HIV infection induces a general dysregulation of the immune system (IS), which can be defined as unrestrained or unregulated immune responses. In the case of the HIV, this implies a general loss of immune cell function and chronic inflammation, which lead to immune exhaustion, where almost all cells of the IS lose their functional ability. B and T cell exhaustion is characterized by an increase of the activated phenotype, a decrease of proliferative ability, and the loss of their effector capacity. These outcomes are related to uncontrolled viral persistence and disease progression [1, 2]. Recently, regulatory B and T cells (Breg and Treg, respectively) have been described to participate in the maintenance of immune homeostasis, of which one aim is to suppress the over-reaction in the case of inflammation, which leads to an appropriate immune response [3–5].

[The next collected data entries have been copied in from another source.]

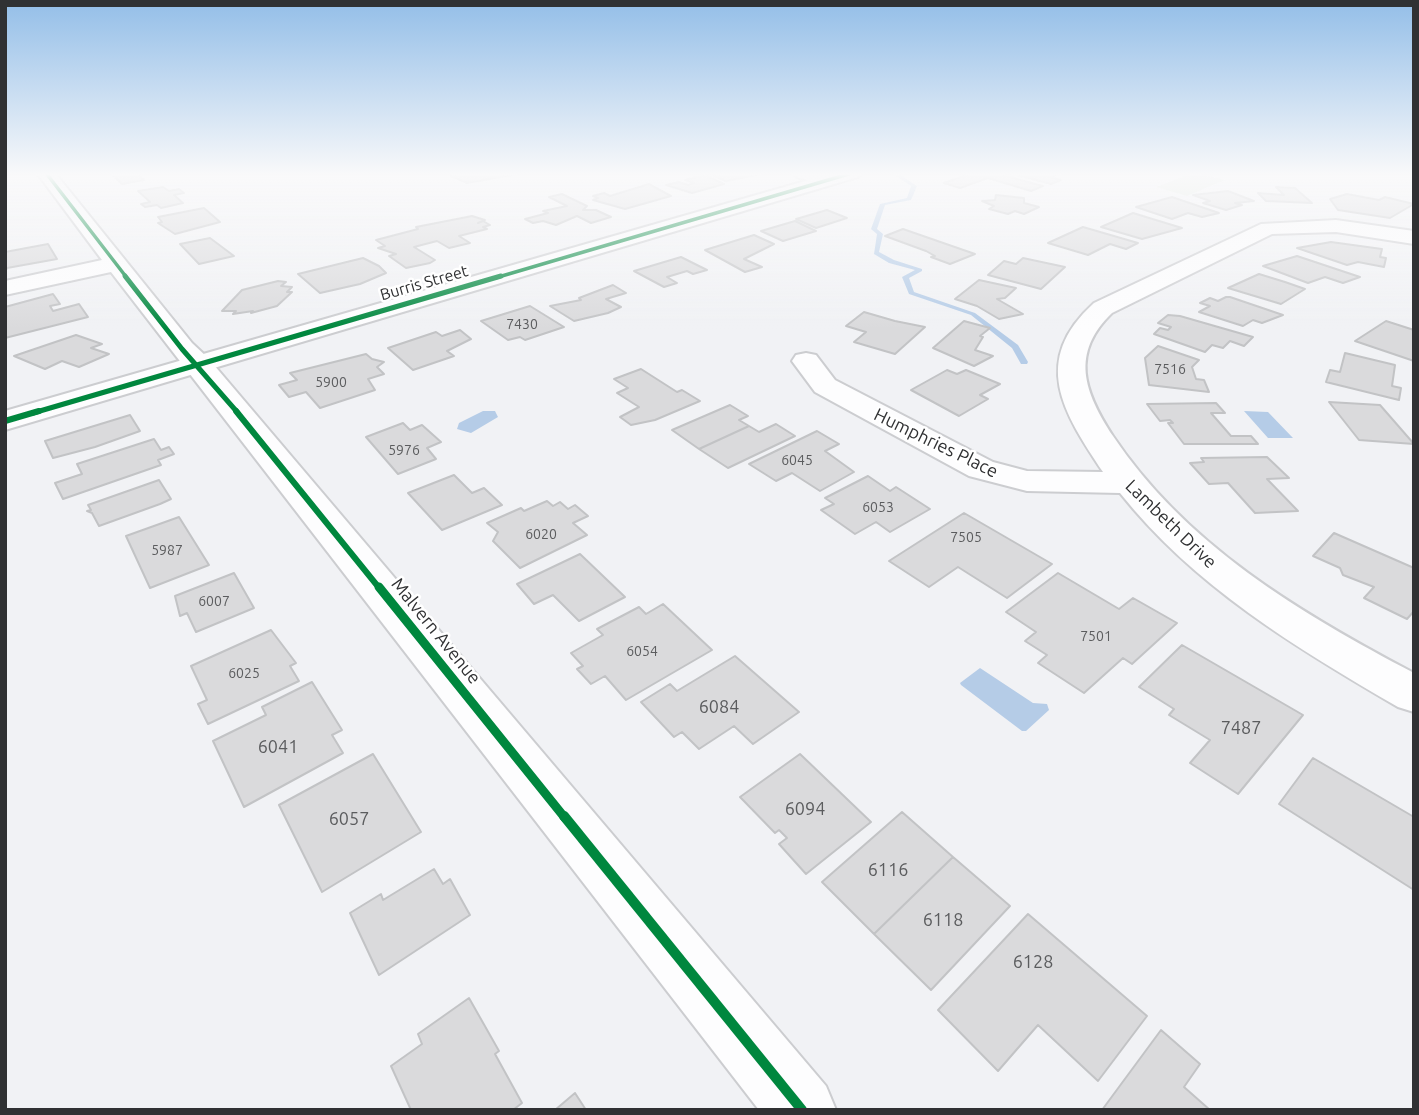 <!DOCTYPE html>
<style>
body{margin:0}
#map{position:relative;width:1419px;height:1115px;overflow:hidden;background:#f1f2f5;font-family:Ubuntu,sans-serif}
canvas{display:block}
.frame{position:absolute;inset:0;border:7px solid #303133;pointer-events:none}
</style>
<div id="map">
<canvas width="1419" height="1115"></canvas>
<div class="frame"></div>
</div>
<script>
const c = document.querySelector('canvas').getContext('2d');
c.lineJoin = 'round';
function fillPath(path, color) { c.fillStyle = color; c.fill(path, 'evenodd'); }
function stroke(path, color, width, dash) { c.strokeStyle = color; c.lineWidth = width; c.lineCap = dash ? 'butt' : 'round'; c.setLineDash(dash || []); c.stroke(path); }
function drawText(font, color, halo, rows, align = 'center') {
  c.font = font + ' Ubuntu,sans-serif'; c.lineWidth = 5; c.setLineDash([]); c.textBaseline = 'middle'; c.strokeStyle = halo; c.fillStyle = color; for (const [text, x, y, turn = 0] of rows) {
    c.save(); c.translate(x, y); c.rotate((+turn || 0) * Math.PI / 180); c.textAlign = isNaN(turn) ? turn : align; if (halo) c.strokeText(text, 0, 0); c.fillText(text, 0, 0); c.restore();
  }
}
const green = new Path2D(`
 M1193 173 1225 180 1187 196 1156 187Z`);
const water = new Path2D(`
 M483 411H495L498 417 471 433 457 429 459 423Z
 M1244 411 1268 412 1293 438H1268Z
 M980 668 1033 703 1047 704 1049 710 1026 731H1022L961 685 960 683Z`);
const stream = new Path2D(`
 M892 173H897L917 186 911 200 885 205 877 229 883 234 879 252 894 260 922 269V271L909 278 914 292 975 313 1018 345 1028 362 1027 364H1021L1012 348 971 315 909 294 902 277 915 270 889 263 874 254 877 234 871 229 880 204 907 198 911 186Z`);
const building = new Path2D(`
 M111 173H141L138 174 144 180 122 184Z
 M464 173H514L516 174 467 183 451 176Z
 M720 173H756L760 174 726 181 714 176 723 174Z
 M973 173H995L1043 186 1031 191 988 178 960 188 944 183Z
 M1010 173H1062L1050 177 1061 180 1051 184Z
 M705 175 724 184 692 193 666 185 679 182 688 185 694 183 685 180Z
 M649 184 671 196 625 209 593 200 598 198 593 196 604 193 610 196Z
 M163 187 169 191 179 189 184 193 174 195 183 203 161 208 157 205 145 207 141 204 150 202 138 191Z
 M1276 187 1295 188 1312 203 1266 201 1258 193 1284 195Z
 M1228 191 1254 201 1235 203 1242 205 1226 210 1203 203 1210 201 1193 195Z
 M562 194 587 206 583 210H596L611 217 591 223 577 216 556 225 543 221 533 223 525 219 548 213 543 211 567 206 549 197Z
 M1347 194 1379 200 1385 197 1414 204 1390 218 1338 210 1330 199Z
 M996 195 1024 198V203L1039 207 1024 214 1015 211 1008 214 989 209 994 206 982 201 995 200Z
 M1172 197 1219 213 1202 217 1188 213 1172 219 1136 207Z
 M204 208 220 222 175 234 158 223 162 222 158 217Z
 M827 210 847 218 816 228 796 219Z
 M1133 213 1182 228 1142 239 1101 227Z
 M472 216 485 220 478 223 483 221 490 225 483 227 487 229 459 236 470 243 449 248 437 241 414 247 435 260 430 263 406 268 389 256 396 254 378 248 385 246 376 240 418 229 416 227Z
 M795 221 816 231 783 241 761 231Z
 M1083 227 1138 243 1126 249 1110 244 1088 255 1048 243Z
 M903 229 975 254 950 264 931 257 935 256 926 251 885 236Z
 M754 235 774 244 744 259 762 267 745 272 705 250Z
 M210 238 234 256 199 264 180 244Z
 M1331 242 1382 249 1380 257 1386 258 1384 267 1358 262 1347 265 1297 248Z
 M48 244 57 259 7 268 5 272V252Z
 M1297 256 1360 277 1343 283 1325 277 1308 283 1263 266Z
 M681 257 707 270 693 274 687 271 667 277 677 283 664 287 634 271Z
 M363 258 379 266 386 273 360 284 320 293 298 274Z
 M1023 258 1065 267 1041 289 988 275 1004 261 1016 264Z
 M1259 274 1285 282 1305 289 1281 304 1228 288Z
 M979 280 1016 288 1005 298 997 299 1023 314 999 319 977 306 955 299Z
 M278 281 286 282 281 286 292 287 287 292H292L277 306 251 313 253 311 233 314 236 311H222L242 290Z
 M613 285 626 293 606 299 621 307 608 313 574 321 550 306 581 300 579 298Z
 M53 294 60 304 50 306 53 311 79 304 88 317 5 338V307Z
 M1226 297H1230L1283 315 1262 323 1253 320 1243 326 1199 312 1210 306 1200 303 1210 298 1218 301Z
 M530 306 564 327 525 340 520 337 508 340 481 321Z
 M864 312 895 321 925 327 895 354 854 342 866 332 846 326Z
 M1168 315 1180 316 1253 337 1244 346 1230 341 1223 348 1212 345 1205 352 1154 334 1160 328 1168 330 1171 327 1158 323Z
 M964 321 990 328 980 336 983 337 975 350 993 356 974 366 933 348Z
 M1386 321 1414 330V361L1355 341Z
 M460 330 471 339 447 351 454 356 413 370 388 348 436 332 442 336Z
 M76 335 102 344 91 348 109 354 79 367 62 361 45 369 14 356Z
 M1158 346 1199 360 1192 367 1196 379 1204 380 1209 392 1149 385 1145 358Z
 M1345 353 1395 365 1392 386 1401 388 1399 400 1326 382 1330 370 1340 372Z
 M366 354 372 359 384 362 377 367 384 374 368 379 375 390 320 408 306 392 289 397 279 385 297 380 290 373Z
 M641 369 677 392 682 390 700 401 655 420 631 425 620 417 639 407 617 393 628 388 614 379Z
 M947 370 957 374 966 370 1000 384 980 395 988 399 959 416 911 390Z
 M1329 402 1380 405 1414 444 1359 440Z
 M1216 403 1225 413H1211L1231 436H1251L1258 444H1184L1168 423H1173L1170 420 1160 421 1147 404Z
 M730 405 748 416 739 420 749 426 699 449 672 430Z
 M130 415 140 431 95 447 53 458 45 441Z
 M403 423 410 430 422 425 441 442 427 448 436 459 398 474 366 437Z
 M776 424 795 436 728 468 699 449 749 426 759 432Z
 M817 431 839 444 825 451 854 472 820 491 792 473 776 481 749 464Z
 M154 439 161 450 169 447 174 454 158 460 161 465 63 499 55 483 82 474 77 464Z
 M1267 457 1289 478 1267 479 1298 511 1255 513 1228 483 1209 484 1190 463 1204 462 1201 458Z
 M454 475 472 493 484 488 502 505 442 530 408 493Z
 M868 476 890 491 896 487 930 509 890 532 876 522 855 534 821 510 834 504 825 498Z
 M159 480 171 499 160 504 99 526 92 513 87 511 91 510 88 505Z
 M547 501 553 506 560 502 568 509 575 505 588 516 573 523 587 535 520 568 493 541 498 532 487 523 521 508 524 511Z
 M964 513 1052 564 1007 598 958 567 929 587 889 561Z
 M179 517 209 565 150 588 126 536Z
 M1334 533 1414 568V611L1407 619 1364 598 1374 587 1343 575 1340 568 1313 556Z
 M580 554 625 597 579 621 553 595 534 604 517 584Z
 M234 573 254 608 196 632 187 613 180 616 175 596Z
 M1058 573 1119 609 1133 598 1177 623 1132 664 1123 658 1084 693 1038 663 1047 655 1025 641 1036 632 1006 612Z
 M663 604 712 650 626 700 605 676 591 684 577 669 583 666 571 653 603 635 597 629 639 607 646 614Z
 M271 630 296 663 290 666 299 681 208 724 198 704 207 700 191 666Z
 M1182 645 1303 715 1238 794 1190 763 1210 740 1169 715 1174 709 1139 687Z
 M735 656 799 712 753 744 734 726 699 749 682 732 674 737 641 702 670 684 677 691Z
 M312 682 342 730 332 735 343 753 244 807 213 741 266 715 262 707Z
 M373 754 421 832 322 892 279 805Z
 M800 754 871 822 806 874 779 844 787 838 779 830 775 833 740 797Z
 M1313 758 1414 817V890L1279 804Z
 M902 812 953 857 874 934 822 882Z
 M953 857 1010 906 931 990 874 934Z
 M434 869 443 884 450 879 470 915 379 975 350 913 381 894 383 900Z
 M1028 914 1147 1016 1098 1081 1038 1025 998 1071 938 1010Z
 M469 998 499 1051 495 1054 522 1103 513 1110H411L391 1066 422 1044 418 1034Z
 M1161 1030 1200 1064 1184 1087 1210 1110H1102Z
 M575 1093 586 1110H555Z`);
const street = new Path2D(`
 M37 173H55L192 343 208 358 826 1086 836 1110H759L111 272 5 295V281L102 260Z
 M794 173H822L835 180 826 186 797 177Z
 M1336 220 1414 231V244L1336 232 1272 234 1112 313C1070 353 1084 392 1113 436 1186 545 1300 613 1414 673V712L1398 707C1296 648 1194 586 1120 493L1027 491 969 476 815 392 792 361 796 355 806 353 816 355 835 380 993 462 1027 471 1103 472C1063 412 1030 361 1094 303L1261 224Z`);
const secondary = new Path2D(`
 M833 173H861L858 177 5 430V411Z`);
const cyclewayFar4 = new Path2D(`
 M46 173 127 278
 M495 278 852 173`);
const cyclewayFar3 = new Path2D(`
 M125 276 182 349 238 413
 M33 413 501 276`);
const cyclewayFar2 = new Path2D(`
 M236 411 380 589
 M5 421 39 411`);
const cyclewayFar1 = new Path2D(`
 M379 587 565 818`);
const cycleway = new Path2D(`
 M564 816 802 1110`);
const numberNames = [
 ["7430",522,324],
 ["7516",1170,369],
 ["5900",331,382],
 ["5976",404,450],
 ["6045",797,460],
 ["6053",878,507],
 ["6020",541,534],
 ["7505",966,537],
 ["5987",167,550],
 ["6007",214,601],
 ["7501",1096,636],
 ["6054",642,651],
 ["6025",244,673]
];
const farStreetnames = [
 ["Burris Street",424,283,-16]
];
const streetNames = [
 ["Humphries Place",936,443,26],
 ["Lambeth Drive",1171,524,44],
 ["Malvern Avenue",436,631,51]
];
const nearNumbernames = [
 ["6084",719,707],
 ["7487",1241,728],
 ["6041",278,747],
 ["6094",805,809],
 ["6057",349,819],
 ["6116",888,870],
 ["6118",943,920],
 ["6128",1033,962]
];
fillPath(green, '#dee8db');
fillPath(water, '#b5cce7');
fillPath(stream, '#b5cce7');
fillPath(building, '#dadadc');
stroke(building, '#c2c3c5', 2);
stroke(street, '#cccdd0', 4);
stroke(secondary, '#cccdd0', 4);
fillPath(street, '#fdfdfe');
fillPath(secondary, '#fdfdfe');
stroke(cyclewayFar4, '#00873e', 3.5);
stroke(cyclewayFar3, '#00873e', 5);
stroke(cyclewayFar2, '#00873e', 6);
stroke(cyclewayFar1, '#00873e', 9);
stroke(cycleway, '#00873e', 10);
const sky = c.createLinearGradient(0, 0, 0, 329);
sky.addColorStop(0, '#93bee8');
sky.addColorStop(0.53, '#f9f9fa');
sky.addColorStop(1, '#f9f9fa00');
c.fillStyle = sky;
c.fillRect(0, 0, 1419, 329);
drawText('14px', '#5b5c5e', null, numberNames);
drawText('16px', '#303133', '#fff', farStreetnames);
drawText('18px', '#303133', '#fff', streetNames);
drawText('18px', '#5b5c5e', null, nearNumbernames);
</script>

To our knowledge, this is the first time that the relationships between regulatory immune cell compartments where a general dysregulation of phenotype and function occur have been defined. We observed no changes or slight increases in the frequency of the Breg subsets and decreases in the absolute counts in HIV+ treatment-naïve individuals in comparison to healthy individuals. No changes were observed in the frequency of IL-10-producing Breg subsets or total IL-10-producing B cells. Our results differ from previous works that described an increase in IL-10-producing total B cells  and IL-10-producing CD19+CD24hiCD38hi [16, 19, 35]. However, the major difference in our work is that we studied IL-10 intracellular expression in PBMCs stimulated with a mix of stimuli (CD40L, CpG and LPS) that induces a Breg phenotype. This contrasts with other works where the labeling was performed directly on freshly isolated PBMCs stimulated with PMA+ionomycin [18, 19, 35]. Another study on common variable immunodeficiency showed that Breg were defective in IL-10 expression and that the frequency of IL-10-producing CD24hiCD38hi or CD24hiCD27+ B cells was decreased when the cell culture contained CpG . Therefore, the induction of IL-10 production by Breg is highly dependent on the type of stimulation used.